# Task brief
Read through the data below and state how many of its lines contain the word "limit", adding nothing.

# Data in this exercise
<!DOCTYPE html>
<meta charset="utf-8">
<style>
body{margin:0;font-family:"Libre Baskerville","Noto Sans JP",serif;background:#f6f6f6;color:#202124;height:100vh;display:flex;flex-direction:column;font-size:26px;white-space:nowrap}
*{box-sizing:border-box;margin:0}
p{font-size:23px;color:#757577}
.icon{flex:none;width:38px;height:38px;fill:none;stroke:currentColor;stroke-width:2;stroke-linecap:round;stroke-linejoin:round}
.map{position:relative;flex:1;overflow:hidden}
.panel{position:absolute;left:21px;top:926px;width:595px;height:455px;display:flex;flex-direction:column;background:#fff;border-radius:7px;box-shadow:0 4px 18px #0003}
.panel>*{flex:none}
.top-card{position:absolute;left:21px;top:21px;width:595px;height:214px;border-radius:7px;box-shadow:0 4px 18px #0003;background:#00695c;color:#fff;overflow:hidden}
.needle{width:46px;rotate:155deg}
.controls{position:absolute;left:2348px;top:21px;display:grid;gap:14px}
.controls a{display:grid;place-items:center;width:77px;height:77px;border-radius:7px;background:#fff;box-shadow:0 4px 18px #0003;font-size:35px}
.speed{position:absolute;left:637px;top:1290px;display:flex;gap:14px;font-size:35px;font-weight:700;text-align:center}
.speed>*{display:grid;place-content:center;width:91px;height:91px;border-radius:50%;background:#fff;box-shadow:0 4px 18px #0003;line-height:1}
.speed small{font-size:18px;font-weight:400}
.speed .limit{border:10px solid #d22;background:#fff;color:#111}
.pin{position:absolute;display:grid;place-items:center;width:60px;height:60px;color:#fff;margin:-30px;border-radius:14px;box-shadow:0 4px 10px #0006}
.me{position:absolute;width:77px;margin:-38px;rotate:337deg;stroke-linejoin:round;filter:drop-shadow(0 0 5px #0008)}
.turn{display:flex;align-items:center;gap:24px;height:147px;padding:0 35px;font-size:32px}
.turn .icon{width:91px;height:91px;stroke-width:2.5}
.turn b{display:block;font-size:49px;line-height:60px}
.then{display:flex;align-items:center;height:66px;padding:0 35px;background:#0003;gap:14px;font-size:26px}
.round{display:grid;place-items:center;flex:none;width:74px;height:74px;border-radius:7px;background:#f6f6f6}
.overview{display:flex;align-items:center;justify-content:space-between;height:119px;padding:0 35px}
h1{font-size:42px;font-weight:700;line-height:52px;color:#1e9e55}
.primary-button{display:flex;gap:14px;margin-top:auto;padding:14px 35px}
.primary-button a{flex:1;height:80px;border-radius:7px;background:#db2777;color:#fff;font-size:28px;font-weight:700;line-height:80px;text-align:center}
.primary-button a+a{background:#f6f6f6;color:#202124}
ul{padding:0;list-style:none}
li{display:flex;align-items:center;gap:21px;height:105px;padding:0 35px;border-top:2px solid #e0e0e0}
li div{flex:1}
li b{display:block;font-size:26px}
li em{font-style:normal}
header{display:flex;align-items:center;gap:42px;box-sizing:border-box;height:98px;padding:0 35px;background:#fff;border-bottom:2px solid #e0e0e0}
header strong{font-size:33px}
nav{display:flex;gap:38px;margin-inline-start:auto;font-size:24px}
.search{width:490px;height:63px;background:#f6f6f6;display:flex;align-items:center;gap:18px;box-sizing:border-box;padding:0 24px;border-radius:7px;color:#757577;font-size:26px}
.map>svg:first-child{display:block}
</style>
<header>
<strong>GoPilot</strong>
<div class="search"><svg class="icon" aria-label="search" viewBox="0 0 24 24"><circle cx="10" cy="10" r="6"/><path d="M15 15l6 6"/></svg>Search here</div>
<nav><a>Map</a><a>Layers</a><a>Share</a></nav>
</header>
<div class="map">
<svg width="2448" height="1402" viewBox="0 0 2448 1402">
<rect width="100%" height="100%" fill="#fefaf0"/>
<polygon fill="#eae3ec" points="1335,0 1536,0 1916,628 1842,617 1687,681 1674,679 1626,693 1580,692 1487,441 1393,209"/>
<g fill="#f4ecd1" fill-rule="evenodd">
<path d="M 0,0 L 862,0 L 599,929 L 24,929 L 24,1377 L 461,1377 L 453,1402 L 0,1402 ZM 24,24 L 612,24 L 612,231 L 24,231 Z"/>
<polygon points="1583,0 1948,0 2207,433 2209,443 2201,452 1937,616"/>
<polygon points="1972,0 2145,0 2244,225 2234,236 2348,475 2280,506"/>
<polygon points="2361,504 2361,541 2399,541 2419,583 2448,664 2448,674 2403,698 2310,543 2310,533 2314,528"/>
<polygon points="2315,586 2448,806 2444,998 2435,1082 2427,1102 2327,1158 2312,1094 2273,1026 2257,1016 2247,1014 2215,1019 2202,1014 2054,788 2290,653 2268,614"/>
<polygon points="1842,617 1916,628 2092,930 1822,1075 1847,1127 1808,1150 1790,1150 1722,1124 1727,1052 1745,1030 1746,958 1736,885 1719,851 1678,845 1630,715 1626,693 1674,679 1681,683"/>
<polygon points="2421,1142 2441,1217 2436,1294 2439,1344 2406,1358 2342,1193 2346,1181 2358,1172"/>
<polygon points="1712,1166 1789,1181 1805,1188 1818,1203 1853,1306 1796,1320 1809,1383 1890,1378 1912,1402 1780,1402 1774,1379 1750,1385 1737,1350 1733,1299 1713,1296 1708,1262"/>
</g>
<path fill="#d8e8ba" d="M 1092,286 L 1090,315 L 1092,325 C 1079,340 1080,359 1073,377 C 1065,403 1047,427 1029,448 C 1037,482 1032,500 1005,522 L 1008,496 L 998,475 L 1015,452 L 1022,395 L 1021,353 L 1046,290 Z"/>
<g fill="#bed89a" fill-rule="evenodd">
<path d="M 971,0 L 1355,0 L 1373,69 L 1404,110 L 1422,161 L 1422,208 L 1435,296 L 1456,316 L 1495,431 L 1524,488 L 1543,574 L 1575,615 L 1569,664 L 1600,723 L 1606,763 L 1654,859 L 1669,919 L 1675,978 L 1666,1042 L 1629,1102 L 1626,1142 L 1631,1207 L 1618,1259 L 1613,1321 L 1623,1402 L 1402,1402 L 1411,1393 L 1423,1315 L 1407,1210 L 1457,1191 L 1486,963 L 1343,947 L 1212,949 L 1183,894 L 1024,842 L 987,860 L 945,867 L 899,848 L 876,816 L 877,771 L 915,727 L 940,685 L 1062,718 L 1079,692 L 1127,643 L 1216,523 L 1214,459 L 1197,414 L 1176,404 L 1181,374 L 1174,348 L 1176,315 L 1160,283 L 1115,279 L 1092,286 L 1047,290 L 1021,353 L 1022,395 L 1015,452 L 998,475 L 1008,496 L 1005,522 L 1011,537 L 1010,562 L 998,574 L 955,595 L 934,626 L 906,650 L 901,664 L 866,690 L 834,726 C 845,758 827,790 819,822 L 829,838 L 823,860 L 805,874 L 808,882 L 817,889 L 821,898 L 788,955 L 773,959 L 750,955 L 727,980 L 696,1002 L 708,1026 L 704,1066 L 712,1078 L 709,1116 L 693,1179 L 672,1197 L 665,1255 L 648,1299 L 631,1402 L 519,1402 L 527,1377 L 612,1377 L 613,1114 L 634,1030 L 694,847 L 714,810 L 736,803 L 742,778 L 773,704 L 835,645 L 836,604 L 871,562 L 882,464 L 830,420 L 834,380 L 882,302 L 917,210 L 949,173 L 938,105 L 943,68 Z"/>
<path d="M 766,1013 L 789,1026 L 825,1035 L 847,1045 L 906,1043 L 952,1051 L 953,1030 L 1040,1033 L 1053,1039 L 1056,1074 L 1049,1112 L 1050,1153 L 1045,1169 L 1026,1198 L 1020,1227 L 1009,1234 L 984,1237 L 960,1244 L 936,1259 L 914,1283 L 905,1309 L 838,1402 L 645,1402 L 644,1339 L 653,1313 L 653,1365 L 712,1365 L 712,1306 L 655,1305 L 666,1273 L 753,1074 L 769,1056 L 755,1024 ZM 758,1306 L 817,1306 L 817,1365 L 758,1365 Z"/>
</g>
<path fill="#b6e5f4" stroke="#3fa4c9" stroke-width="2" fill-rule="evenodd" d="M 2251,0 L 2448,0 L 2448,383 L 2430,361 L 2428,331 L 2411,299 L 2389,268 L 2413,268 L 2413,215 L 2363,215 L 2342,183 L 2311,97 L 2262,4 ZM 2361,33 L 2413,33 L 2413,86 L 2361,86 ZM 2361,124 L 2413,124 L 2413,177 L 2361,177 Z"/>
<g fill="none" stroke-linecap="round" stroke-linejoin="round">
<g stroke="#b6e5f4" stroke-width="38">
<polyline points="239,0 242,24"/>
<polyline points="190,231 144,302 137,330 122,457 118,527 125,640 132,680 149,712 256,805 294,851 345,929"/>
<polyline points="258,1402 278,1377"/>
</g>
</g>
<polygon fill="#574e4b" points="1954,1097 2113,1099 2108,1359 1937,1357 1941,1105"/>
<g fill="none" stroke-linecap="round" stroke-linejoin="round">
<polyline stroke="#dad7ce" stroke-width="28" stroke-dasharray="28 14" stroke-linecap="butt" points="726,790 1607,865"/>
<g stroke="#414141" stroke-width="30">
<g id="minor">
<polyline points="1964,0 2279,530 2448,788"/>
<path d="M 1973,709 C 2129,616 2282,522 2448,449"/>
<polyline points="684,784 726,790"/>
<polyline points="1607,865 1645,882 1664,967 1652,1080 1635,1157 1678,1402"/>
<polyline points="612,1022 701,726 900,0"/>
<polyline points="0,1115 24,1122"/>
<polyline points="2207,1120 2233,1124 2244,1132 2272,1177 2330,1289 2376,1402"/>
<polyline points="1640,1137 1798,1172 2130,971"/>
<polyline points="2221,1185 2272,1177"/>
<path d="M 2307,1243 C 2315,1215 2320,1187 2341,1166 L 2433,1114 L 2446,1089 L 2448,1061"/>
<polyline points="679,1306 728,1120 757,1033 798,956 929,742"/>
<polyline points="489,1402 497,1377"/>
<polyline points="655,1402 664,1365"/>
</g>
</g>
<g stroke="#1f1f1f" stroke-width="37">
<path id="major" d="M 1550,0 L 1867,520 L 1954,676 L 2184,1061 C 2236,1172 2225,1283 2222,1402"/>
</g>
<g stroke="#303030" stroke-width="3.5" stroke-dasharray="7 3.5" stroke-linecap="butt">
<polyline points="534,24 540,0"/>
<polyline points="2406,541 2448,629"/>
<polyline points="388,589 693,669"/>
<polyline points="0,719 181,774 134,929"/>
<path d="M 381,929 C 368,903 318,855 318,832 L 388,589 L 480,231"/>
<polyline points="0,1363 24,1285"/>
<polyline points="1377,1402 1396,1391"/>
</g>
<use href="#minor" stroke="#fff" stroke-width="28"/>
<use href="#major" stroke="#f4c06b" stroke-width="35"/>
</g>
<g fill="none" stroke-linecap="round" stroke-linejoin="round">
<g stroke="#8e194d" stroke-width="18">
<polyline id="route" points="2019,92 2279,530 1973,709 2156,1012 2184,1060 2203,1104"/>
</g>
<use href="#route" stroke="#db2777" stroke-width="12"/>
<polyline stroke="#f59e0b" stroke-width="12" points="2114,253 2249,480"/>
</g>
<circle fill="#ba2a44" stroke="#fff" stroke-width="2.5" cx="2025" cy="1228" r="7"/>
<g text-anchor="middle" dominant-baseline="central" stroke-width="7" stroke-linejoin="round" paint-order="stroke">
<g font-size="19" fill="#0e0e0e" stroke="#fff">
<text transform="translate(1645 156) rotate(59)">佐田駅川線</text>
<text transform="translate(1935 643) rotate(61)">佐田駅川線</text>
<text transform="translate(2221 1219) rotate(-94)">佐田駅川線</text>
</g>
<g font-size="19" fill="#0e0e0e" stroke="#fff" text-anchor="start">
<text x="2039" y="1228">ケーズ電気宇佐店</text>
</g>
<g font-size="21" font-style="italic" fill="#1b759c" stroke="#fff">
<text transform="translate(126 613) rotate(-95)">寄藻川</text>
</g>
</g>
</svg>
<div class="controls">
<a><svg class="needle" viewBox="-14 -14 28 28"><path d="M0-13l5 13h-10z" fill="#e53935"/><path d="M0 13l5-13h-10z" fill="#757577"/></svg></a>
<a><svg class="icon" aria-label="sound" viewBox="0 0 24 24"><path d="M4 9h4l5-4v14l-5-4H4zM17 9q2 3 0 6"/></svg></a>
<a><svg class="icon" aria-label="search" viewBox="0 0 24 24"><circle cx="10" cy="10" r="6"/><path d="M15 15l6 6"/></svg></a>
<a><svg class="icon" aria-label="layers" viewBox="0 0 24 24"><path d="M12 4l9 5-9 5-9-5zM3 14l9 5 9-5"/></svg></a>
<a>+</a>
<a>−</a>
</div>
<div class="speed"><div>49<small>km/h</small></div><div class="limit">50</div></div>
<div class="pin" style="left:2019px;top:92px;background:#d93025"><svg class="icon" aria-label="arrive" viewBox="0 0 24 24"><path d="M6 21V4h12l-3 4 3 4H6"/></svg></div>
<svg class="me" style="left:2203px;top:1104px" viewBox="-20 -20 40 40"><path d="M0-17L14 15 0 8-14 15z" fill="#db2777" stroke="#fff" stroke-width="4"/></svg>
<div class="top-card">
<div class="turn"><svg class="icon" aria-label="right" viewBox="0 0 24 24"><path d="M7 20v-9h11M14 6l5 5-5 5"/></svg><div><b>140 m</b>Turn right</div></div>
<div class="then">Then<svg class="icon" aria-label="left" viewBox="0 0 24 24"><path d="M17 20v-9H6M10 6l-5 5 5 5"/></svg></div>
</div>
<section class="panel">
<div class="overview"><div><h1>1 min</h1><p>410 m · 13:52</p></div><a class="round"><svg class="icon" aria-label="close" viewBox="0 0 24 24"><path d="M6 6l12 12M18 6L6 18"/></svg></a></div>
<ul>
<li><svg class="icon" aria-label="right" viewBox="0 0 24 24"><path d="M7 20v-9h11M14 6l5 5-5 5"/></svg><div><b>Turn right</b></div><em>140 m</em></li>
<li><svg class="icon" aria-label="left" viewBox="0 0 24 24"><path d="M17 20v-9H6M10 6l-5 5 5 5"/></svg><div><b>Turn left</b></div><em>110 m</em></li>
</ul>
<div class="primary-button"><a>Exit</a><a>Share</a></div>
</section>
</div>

# Response area
2